▶ [Task requirements]
Every record is to be returned as written, with no omissions.

▶ [Supplied records]
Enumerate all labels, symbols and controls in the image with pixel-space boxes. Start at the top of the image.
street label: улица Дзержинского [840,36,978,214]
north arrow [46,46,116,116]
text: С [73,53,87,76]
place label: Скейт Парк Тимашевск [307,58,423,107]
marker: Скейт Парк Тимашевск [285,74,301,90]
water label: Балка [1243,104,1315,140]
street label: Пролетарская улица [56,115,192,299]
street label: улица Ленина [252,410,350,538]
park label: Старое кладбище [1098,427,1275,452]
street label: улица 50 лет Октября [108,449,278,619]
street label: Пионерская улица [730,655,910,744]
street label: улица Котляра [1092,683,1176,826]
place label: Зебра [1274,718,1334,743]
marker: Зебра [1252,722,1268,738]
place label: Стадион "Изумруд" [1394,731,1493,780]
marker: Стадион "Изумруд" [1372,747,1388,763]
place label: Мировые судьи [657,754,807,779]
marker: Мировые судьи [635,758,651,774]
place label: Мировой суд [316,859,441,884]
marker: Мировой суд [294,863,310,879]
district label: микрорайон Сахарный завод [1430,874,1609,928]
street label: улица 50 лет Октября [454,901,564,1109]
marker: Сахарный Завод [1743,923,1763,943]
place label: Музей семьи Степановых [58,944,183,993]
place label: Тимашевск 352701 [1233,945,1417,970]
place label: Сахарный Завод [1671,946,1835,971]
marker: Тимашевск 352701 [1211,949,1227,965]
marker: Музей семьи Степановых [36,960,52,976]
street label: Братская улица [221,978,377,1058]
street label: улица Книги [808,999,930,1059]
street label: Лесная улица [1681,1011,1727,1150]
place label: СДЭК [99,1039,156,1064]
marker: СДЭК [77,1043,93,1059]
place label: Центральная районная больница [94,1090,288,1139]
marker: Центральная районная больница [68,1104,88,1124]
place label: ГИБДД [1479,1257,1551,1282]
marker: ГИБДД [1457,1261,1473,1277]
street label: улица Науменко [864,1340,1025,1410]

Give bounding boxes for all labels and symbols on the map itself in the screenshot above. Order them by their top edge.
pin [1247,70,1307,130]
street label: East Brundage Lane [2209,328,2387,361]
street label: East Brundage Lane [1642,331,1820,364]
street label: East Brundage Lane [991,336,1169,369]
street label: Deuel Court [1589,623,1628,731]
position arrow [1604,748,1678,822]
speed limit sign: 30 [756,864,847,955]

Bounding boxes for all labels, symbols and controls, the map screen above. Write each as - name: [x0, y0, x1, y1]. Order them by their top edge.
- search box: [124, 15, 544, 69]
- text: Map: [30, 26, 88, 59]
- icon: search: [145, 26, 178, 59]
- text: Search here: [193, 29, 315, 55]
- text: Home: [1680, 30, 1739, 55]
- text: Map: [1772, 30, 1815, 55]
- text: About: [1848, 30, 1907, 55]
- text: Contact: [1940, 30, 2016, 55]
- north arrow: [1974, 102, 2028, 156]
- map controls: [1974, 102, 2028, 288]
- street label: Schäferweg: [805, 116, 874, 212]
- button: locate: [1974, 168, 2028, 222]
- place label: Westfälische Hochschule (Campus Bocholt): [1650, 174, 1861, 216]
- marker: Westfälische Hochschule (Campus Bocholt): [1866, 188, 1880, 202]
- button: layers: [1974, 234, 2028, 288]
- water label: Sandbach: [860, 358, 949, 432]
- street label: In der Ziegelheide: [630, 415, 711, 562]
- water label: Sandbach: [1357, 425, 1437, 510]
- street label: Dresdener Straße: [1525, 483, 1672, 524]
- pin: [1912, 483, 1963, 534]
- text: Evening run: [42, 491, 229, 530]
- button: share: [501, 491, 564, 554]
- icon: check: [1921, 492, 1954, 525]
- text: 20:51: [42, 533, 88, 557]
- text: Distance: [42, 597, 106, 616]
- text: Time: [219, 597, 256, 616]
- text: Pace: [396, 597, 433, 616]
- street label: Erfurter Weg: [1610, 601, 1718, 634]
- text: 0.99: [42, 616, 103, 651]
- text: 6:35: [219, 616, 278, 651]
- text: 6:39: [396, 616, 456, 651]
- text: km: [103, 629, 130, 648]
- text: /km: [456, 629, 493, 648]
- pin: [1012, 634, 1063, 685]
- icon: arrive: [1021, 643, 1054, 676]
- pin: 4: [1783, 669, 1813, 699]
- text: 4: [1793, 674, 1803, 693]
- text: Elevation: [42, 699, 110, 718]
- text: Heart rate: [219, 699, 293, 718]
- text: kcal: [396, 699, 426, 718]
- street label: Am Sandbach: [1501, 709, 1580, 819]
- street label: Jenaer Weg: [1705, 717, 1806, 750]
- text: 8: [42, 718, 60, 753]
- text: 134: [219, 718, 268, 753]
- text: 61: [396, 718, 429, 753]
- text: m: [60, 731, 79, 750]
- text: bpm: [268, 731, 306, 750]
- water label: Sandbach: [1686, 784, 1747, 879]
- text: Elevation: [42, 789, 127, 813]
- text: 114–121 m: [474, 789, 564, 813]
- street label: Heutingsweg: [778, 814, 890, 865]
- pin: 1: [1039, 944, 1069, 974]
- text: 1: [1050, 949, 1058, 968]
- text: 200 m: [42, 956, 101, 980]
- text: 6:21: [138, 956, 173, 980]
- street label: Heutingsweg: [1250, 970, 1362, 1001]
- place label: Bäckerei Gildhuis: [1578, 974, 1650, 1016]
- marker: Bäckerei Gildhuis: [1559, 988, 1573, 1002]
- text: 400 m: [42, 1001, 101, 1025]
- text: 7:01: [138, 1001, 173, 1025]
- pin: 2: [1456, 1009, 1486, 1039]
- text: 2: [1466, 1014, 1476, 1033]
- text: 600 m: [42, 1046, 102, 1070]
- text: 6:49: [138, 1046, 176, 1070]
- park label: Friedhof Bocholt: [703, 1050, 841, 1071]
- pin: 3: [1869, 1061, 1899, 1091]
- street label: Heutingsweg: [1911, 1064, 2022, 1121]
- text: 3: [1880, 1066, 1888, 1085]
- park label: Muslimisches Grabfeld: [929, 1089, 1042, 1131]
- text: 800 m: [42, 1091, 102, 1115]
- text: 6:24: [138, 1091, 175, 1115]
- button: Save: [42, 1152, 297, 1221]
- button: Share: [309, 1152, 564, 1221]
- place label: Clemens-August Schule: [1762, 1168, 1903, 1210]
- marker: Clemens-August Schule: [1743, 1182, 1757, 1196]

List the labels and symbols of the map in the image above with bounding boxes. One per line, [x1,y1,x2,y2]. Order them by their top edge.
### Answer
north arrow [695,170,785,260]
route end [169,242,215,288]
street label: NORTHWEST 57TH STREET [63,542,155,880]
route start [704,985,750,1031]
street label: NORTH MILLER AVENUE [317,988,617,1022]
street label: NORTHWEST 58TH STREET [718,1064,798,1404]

▶ [Answer section]
Enumerate all labels, symbols and controls in the image with pixel-space boxes. Start at the top of the image.
street label: улица Дзержинского [840,36,978,214]
north arrow [46,46,116,116]
text: С [73,53,87,76]
place label: Скейт Парк Тимашевск [307,58,423,107]
marker: Скейт Парк Тимашевск [285,74,301,90]
water label: Балка [1243,104,1315,140]
street label: Пролетарская улица [56,115,192,299]
street label: улица Ленина [252,410,350,538]
park label: Старое кладбище [1098,427,1275,452]
street label: улица 50 лет Октября [108,449,278,619]
street label: Пионерская улица [730,655,910,744]
street label: улица Котляра [1092,683,1176,826]
place label: Зебра [1274,718,1334,743]
marker: Зебра [1252,722,1268,738]
place label: Стадион "Изумруд" [1394,731,1493,780]
marker: Стадион "Изумруд" [1372,747,1388,763]
place label: Мировые судьи [657,754,807,779]
marker: Мировые судьи [635,758,651,774]
place label: Мировой суд [316,859,441,884]
marker: Мировой суд [294,863,310,879]
district label: микрорайон Сахарный завод [1430,874,1609,928]
street label: улица 50 лет Октября [454,901,564,1109]
marker: Сахарный Завод [1743,923,1763,943]
place label: Музей семьи Степановых [58,944,183,993]
place label: Тимашевск 352701 [1233,945,1417,970]
place label: Сахарный Завод [1671,946,1835,971]
marker: Тимашевск 352701 [1211,949,1227,965]
marker: Музей семьи Степановых [36,960,52,976]
street label: Братская улица [221,978,377,1058]
street label: улица Книги [808,999,930,1059]
street label: Лесная улица [1681,1011,1727,1150]
place label: СДЭК [99,1039,156,1064]
marker: СДЭК [77,1043,93,1059]
place label: Центральная районная больница [94,1090,288,1139]
marker: Центральная районная больница [68,1104,88,1124]
place label: ГИБДД [1479,1257,1551,1282]
marker: ГИБДД [1457,1261,1473,1277]
street label: улица Науменко [864,1340,1025,1410]

Give bounding boxes for all labels and symbols on the map itself in the screenshot above. Order them by their top edge.
pin [1247,70,1307,130]
street label: East Brundage Lane [2209,328,2387,361]
street label: East Brundage Lane [1642,331,1820,364]
street label: East Brundage Lane [991,336,1169,369]
street label: Deuel Court [1589,623,1628,731]
position arrow [1604,748,1678,822]
speed limit sign: 30 [756,864,847,955]

Bounding boxes for all labels, symbols and controls, the map screen above. Write each as - name: [x0, y0, x1, y1]. Order them by their top edge.
- search box: [124, 15, 544, 69]
- text: Map: [30, 26, 88, 59]
- icon: search: [145, 26, 178, 59]
- text: Search here: [193, 29, 315, 55]
- text: Home: [1680, 30, 1739, 55]
- text: Map: [1772, 30, 1815, 55]
- text: About: [1848, 30, 1907, 55]
- text: Contact: [1940, 30, 2016, 55]
- north arrow: [1974, 102, 2028, 156]
- map controls: [1974, 102, 2028, 288]
- street label: Schäferweg: [805, 116, 874, 212]
- button: locate: [1974, 168, 2028, 222]
- place label: Westfälische Hochschule (Campus Bocholt): [1650, 174, 1861, 216]
- marker: Westfälische Hochschule (Campus Bocholt): [1866, 188, 1880, 202]
- button: layers: [1974, 234, 2028, 288]
- water label: Sandbach: [860, 358, 949, 432]
- street label: In der Ziegelheide: [630, 415, 711, 562]
- water label: Sandbach: [1357, 425, 1437, 510]
- street label: Dresdener Straße: [1525, 483, 1672, 524]
- pin: [1912, 483, 1963, 534]
- text: Evening run: [42, 491, 229, 530]
- button: share: [501, 491, 564, 554]
- icon: check: [1921, 492, 1954, 525]
- text: 20:51: [42, 533, 88, 557]
- text: Distance: [42, 597, 106, 616]
- text: Time: [219, 597, 256, 616]
- text: Pace: [396, 597, 433, 616]
- street label: Erfurter Weg: [1610, 601, 1718, 634]
- text: 0.99: [42, 616, 103, 651]
- text: 6:35: [219, 616, 278, 651]
- text: 6:39: [396, 616, 456, 651]
- text: km: [103, 629, 130, 648]
- text: /km: [456, 629, 493, 648]
- pin: [1012, 634, 1063, 685]
- icon: arrive: [1021, 643, 1054, 676]
- pin: 4: [1783, 669, 1813, 699]
- text: 4: [1793, 674, 1803, 693]
- text: Elevation: [42, 699, 110, 718]
- text: Heart rate: [219, 699, 293, 718]
- text: kcal: [396, 699, 426, 718]
- street label: Am Sandbach: [1501, 709, 1580, 819]
- street label: Jenaer Weg: [1705, 717, 1806, 750]
- text: 8: [42, 718, 60, 753]
- text: 134: [219, 718, 268, 753]
- text: 61: [396, 718, 429, 753]
- text: m: [60, 731, 79, 750]
- text: bpm: [268, 731, 306, 750]
- water label: Sandbach: [1686, 784, 1747, 879]
- text: Elevation: [42, 789, 127, 813]
- text: 114–121 m: [474, 789, 564, 813]
- street label: Heutingsweg: [778, 814, 890, 865]
- pin: 1: [1039, 944, 1069, 974]
- text: 1: [1050, 949, 1058, 968]
- text: 200 m: [42, 956, 101, 980]
- text: 6:21: [138, 956, 173, 980]
- street label: Heutingsweg: [1250, 970, 1362, 1001]
- place label: Bäckerei Gildhuis: [1578, 974, 1650, 1016]
- marker: Bäckerei Gildhuis: [1559, 988, 1573, 1002]
- text: 400 m: [42, 1001, 101, 1025]
- text: 7:01: [138, 1001, 173, 1025]
- pin: 2: [1456, 1009, 1486, 1039]
- text: 2: [1466, 1014, 1476, 1033]
- text: 600 m: [42, 1046, 102, 1070]
- text: 6:49: [138, 1046, 176, 1070]
- park label: Friedhof Bocholt: [703, 1050, 841, 1071]
- pin: 3: [1869, 1061, 1899, 1091]
- street label: Heutingsweg: [1911, 1064, 2022, 1121]
- text: 3: [1880, 1066, 1888, 1085]
- park label: Muslimisches Grabfeld: [929, 1089, 1042, 1131]
- text: 800 m: [42, 1091, 102, 1115]
- text: 6:24: [138, 1091, 175, 1115]
- button: Save: [42, 1152, 297, 1221]
- button: Share: [309, 1152, 564, 1221]
- place label: Clemens-August Schule: [1762, 1168, 1903, 1210]
- marker: Clemens-August Schule: [1743, 1182, 1757, 1196]

List the labels and symbols of the map in the image above with bounding boxes. One per line, [x1,y1,x2,y2]. Order them by their top edge.
### Answer
north arrow [695,170,785,260]
route end [169,242,215,288]
street label: NORTHWEST 57TH STREET [63,542,155,880]
route start [704,985,750,1031]
street label: NORTH MILLER AVENUE [317,988,617,1022]
street label: NORTHWEST 58TH STREET [718,1064,798,1404]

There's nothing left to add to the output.